>>
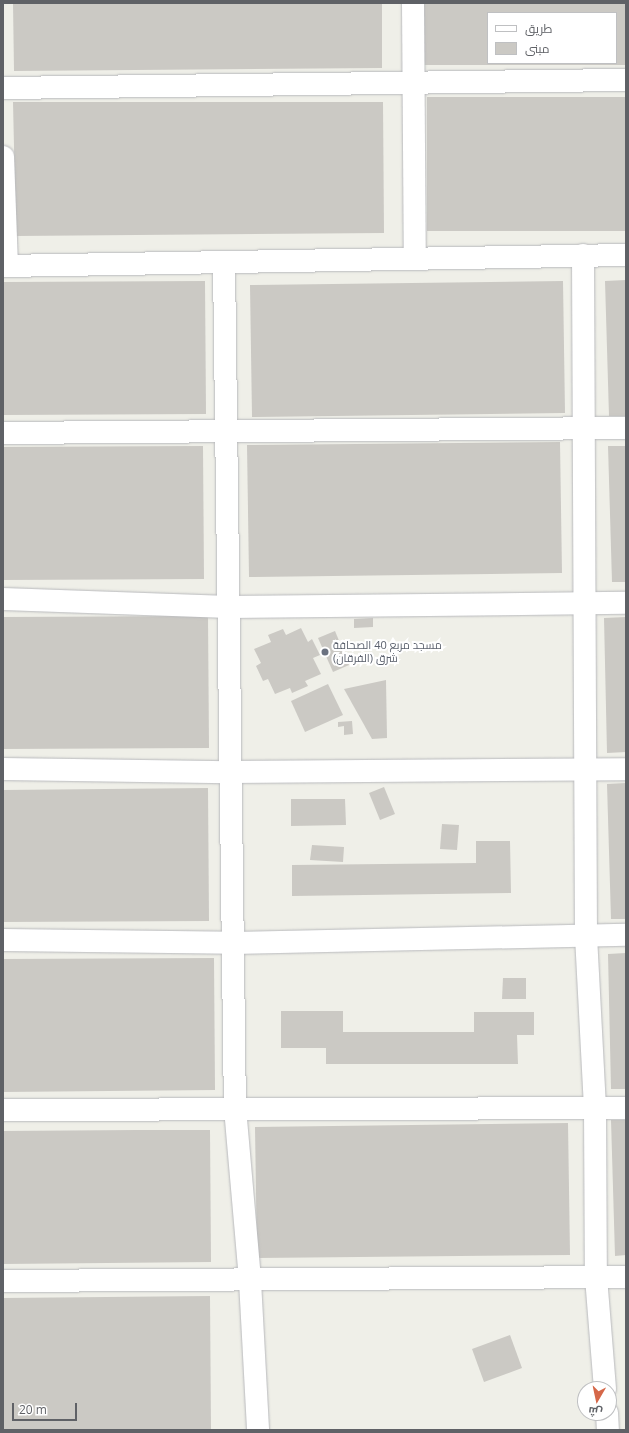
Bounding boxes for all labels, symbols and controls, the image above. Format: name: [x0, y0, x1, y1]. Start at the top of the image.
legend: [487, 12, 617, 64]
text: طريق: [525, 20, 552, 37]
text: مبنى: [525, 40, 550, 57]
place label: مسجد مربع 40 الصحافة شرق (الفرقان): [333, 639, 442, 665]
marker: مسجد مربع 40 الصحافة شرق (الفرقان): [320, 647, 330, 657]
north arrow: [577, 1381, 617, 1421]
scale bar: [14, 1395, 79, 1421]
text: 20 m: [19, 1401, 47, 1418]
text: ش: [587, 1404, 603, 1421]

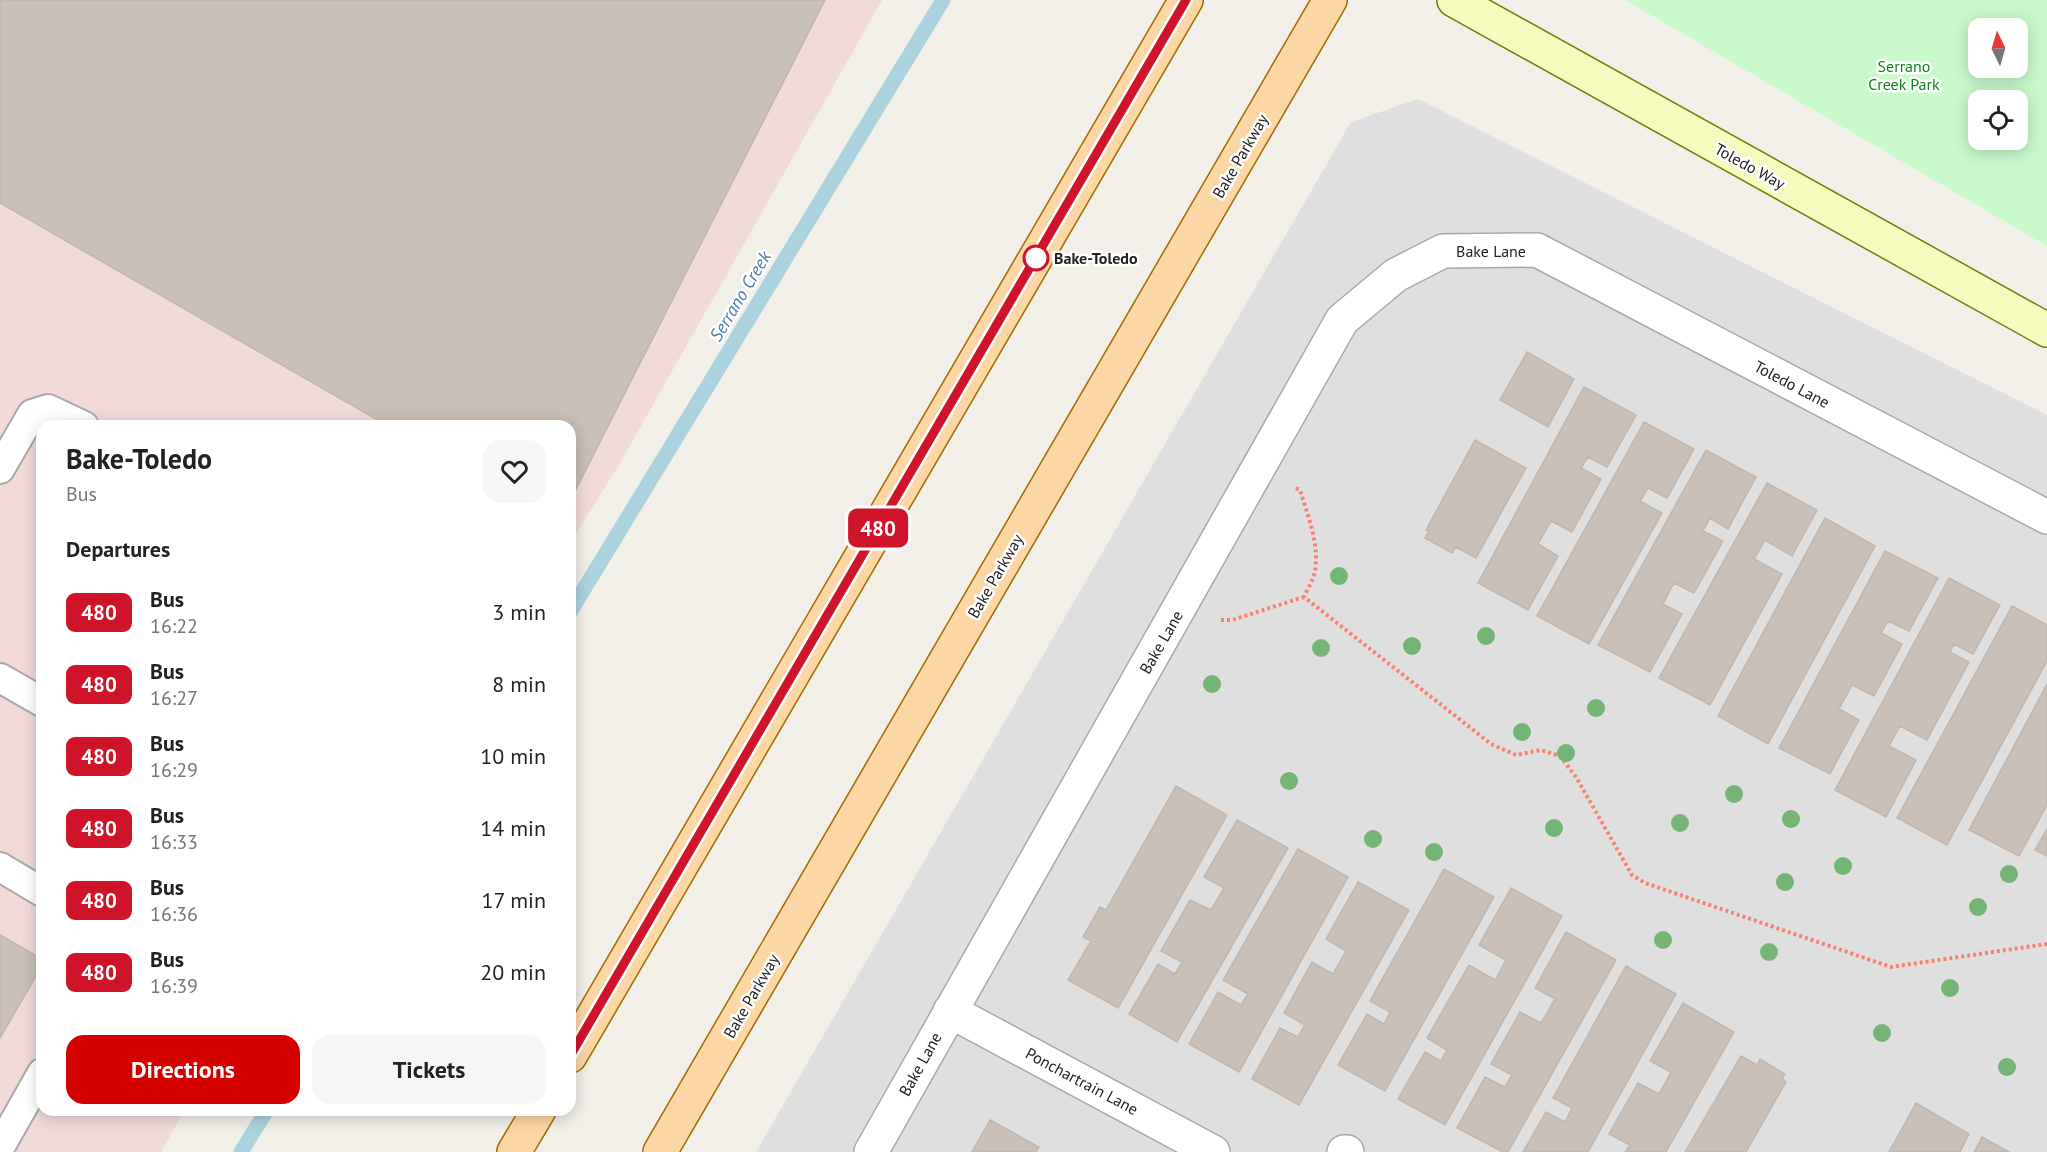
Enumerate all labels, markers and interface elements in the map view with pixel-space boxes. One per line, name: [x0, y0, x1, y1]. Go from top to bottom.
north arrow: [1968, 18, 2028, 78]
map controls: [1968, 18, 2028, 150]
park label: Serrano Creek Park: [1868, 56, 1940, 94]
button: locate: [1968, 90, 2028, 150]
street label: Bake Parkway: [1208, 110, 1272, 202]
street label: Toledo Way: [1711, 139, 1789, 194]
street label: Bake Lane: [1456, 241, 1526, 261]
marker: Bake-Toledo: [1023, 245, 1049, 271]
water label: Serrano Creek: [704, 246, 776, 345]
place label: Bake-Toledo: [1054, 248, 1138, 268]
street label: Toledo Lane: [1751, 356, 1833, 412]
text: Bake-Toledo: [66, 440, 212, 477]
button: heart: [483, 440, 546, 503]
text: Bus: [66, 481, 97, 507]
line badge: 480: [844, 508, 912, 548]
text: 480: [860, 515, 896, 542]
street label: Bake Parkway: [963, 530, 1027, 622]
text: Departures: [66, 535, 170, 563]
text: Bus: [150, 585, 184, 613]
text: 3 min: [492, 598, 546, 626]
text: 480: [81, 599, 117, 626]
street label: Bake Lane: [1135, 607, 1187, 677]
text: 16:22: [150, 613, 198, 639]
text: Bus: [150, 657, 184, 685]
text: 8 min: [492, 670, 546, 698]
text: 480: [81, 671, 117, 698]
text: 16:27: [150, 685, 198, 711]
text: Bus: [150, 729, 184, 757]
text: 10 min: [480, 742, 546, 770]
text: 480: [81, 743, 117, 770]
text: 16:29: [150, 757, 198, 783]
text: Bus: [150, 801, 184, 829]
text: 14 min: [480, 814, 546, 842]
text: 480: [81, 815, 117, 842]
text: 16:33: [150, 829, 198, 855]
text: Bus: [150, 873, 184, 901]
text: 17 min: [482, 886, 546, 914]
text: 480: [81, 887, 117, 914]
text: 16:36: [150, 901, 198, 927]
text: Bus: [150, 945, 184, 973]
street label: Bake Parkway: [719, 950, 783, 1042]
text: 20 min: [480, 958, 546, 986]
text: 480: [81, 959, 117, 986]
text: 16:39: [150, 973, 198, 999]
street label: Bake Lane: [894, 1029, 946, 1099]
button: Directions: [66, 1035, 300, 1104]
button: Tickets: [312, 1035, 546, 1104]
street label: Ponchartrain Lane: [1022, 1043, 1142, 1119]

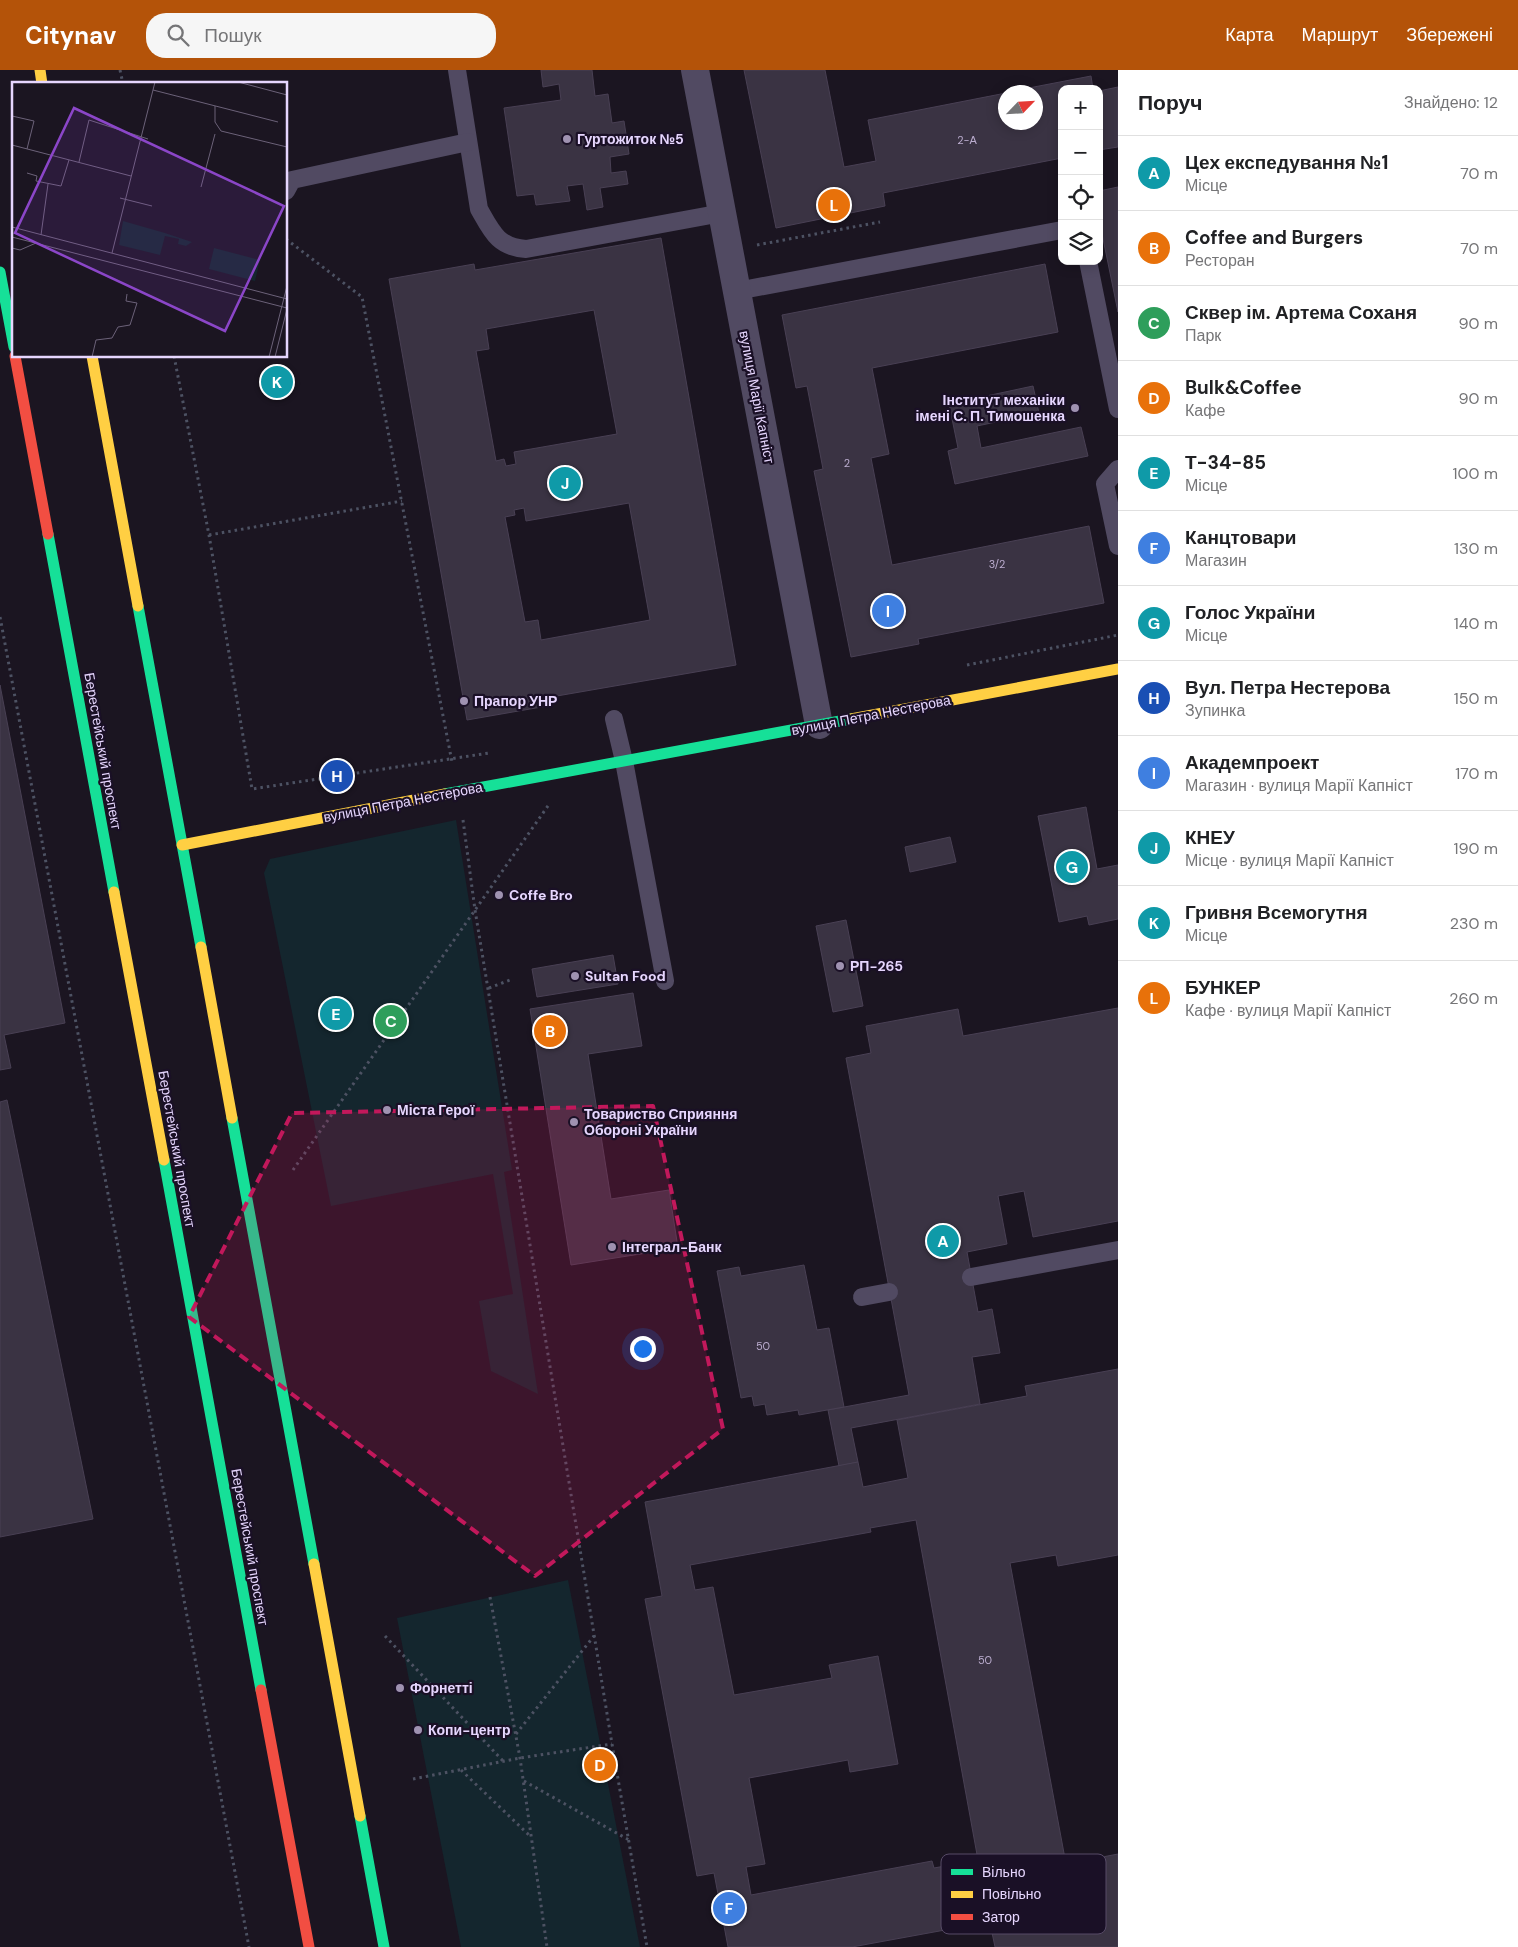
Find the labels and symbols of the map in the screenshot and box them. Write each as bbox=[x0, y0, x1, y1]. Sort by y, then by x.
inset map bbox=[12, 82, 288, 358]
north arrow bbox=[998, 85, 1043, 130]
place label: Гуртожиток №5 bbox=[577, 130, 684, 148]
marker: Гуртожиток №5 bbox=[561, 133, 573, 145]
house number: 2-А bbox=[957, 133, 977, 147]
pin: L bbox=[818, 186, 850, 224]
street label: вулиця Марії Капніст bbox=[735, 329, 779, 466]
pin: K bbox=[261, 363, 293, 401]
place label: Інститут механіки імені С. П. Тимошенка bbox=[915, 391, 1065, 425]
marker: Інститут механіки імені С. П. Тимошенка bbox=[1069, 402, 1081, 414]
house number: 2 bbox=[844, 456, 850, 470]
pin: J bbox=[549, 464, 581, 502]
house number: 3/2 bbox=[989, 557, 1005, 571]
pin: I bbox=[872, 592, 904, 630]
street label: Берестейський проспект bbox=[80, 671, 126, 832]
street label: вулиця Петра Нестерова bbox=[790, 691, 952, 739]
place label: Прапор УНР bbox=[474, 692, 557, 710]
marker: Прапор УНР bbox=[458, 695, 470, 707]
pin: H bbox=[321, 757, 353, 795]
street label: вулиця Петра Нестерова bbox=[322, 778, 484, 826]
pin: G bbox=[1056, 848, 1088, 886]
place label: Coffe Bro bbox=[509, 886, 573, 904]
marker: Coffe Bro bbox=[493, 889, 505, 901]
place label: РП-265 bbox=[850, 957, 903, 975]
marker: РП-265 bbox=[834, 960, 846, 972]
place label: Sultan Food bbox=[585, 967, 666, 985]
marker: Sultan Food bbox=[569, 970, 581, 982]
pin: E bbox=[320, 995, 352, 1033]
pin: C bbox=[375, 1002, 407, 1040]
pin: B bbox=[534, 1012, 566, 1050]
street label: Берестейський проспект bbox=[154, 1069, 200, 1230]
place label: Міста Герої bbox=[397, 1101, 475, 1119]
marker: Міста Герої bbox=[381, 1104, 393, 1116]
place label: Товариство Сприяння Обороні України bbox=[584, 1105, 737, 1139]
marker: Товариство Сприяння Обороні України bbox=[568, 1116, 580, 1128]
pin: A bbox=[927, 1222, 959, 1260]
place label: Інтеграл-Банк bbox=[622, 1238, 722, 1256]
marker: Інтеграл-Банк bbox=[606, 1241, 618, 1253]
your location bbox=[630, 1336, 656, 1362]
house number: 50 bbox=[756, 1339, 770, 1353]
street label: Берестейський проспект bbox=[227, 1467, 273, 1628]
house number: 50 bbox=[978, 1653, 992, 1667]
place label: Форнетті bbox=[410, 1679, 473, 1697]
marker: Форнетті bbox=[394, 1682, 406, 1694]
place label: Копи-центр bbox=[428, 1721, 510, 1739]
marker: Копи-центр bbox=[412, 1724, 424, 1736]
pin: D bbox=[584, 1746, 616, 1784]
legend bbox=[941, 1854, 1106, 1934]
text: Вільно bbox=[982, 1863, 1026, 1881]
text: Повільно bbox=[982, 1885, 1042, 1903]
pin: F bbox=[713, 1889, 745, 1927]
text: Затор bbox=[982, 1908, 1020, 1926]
<<
**EXERCISE OBJECTIVE**: Only lines holding "Lane" are wanted; copy all of them from the listing.

**RESULT**:
street label: Bake Lane: [1456, 241, 1526, 261]
street label: Toledo Lane: [1751, 356, 1833, 412]
street label: Bake Lane: [1135, 607, 1187, 677]
street label: Bake Lane: [894, 1029, 946, 1099]
street label: Ponchartrain Lane: [1022, 1043, 1142, 1119]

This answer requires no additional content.